The racism and discrimination that Muslim minorities face in many countries — such as France, which has the largest Muslim community in Europe, and Britain, where two members of the xenophobic British National party were shamefully elected to the European parliament — are very real. But the silence of the left wing and liberals isn't the way to fight it. The best way to support Muslim women would be to say we oppose both the racist right wing and the niqabs and burkas which are products of what I call the Muslim right wing. Women should not be sacrificed to either.

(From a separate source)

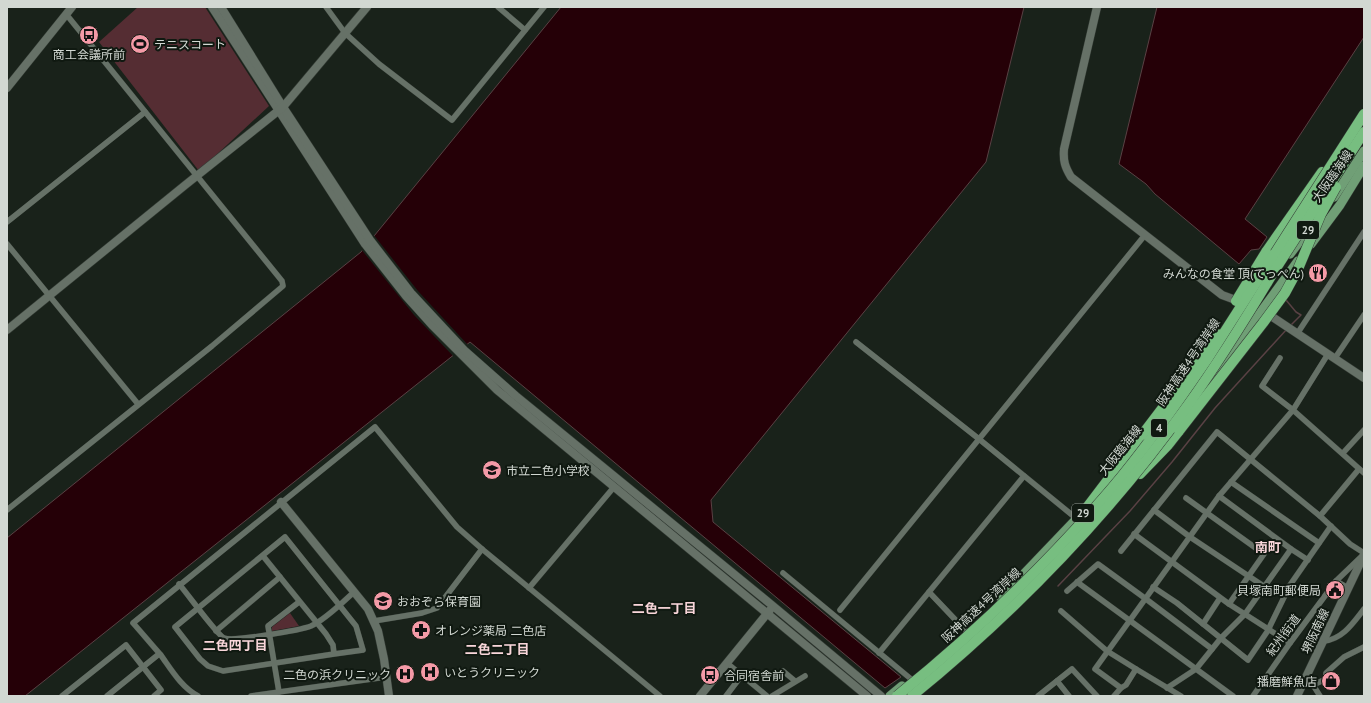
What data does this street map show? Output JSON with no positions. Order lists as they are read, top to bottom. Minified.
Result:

My disagreement with Eltahawy comes from the fact that I don't view women as victims or particular creatures that have to remain clean, pure, and always make good choices. I consider that they have the right to be whoever they want to be even if it means becoming an object and making disturbing choices. My point on the burka/burqa/niqab debate is simple, women are instruments to fight Islamic ideology or to promote secularism, they are normal individuals whose rights to individuality should be judge by the usual criteria used in a society to decide when individuality becomes criminal and dangerous to a society. I'm not against a burqa ban in France and elsewhere in the name of feminism, because I don't think that women's rights (whatever that expression means) is the issue, but that the right of women as human beings to define their womanhood and their femininity is in question. I'm still waiting for somebody to tell what is the male's equivalent of the burqa to reconsider my position.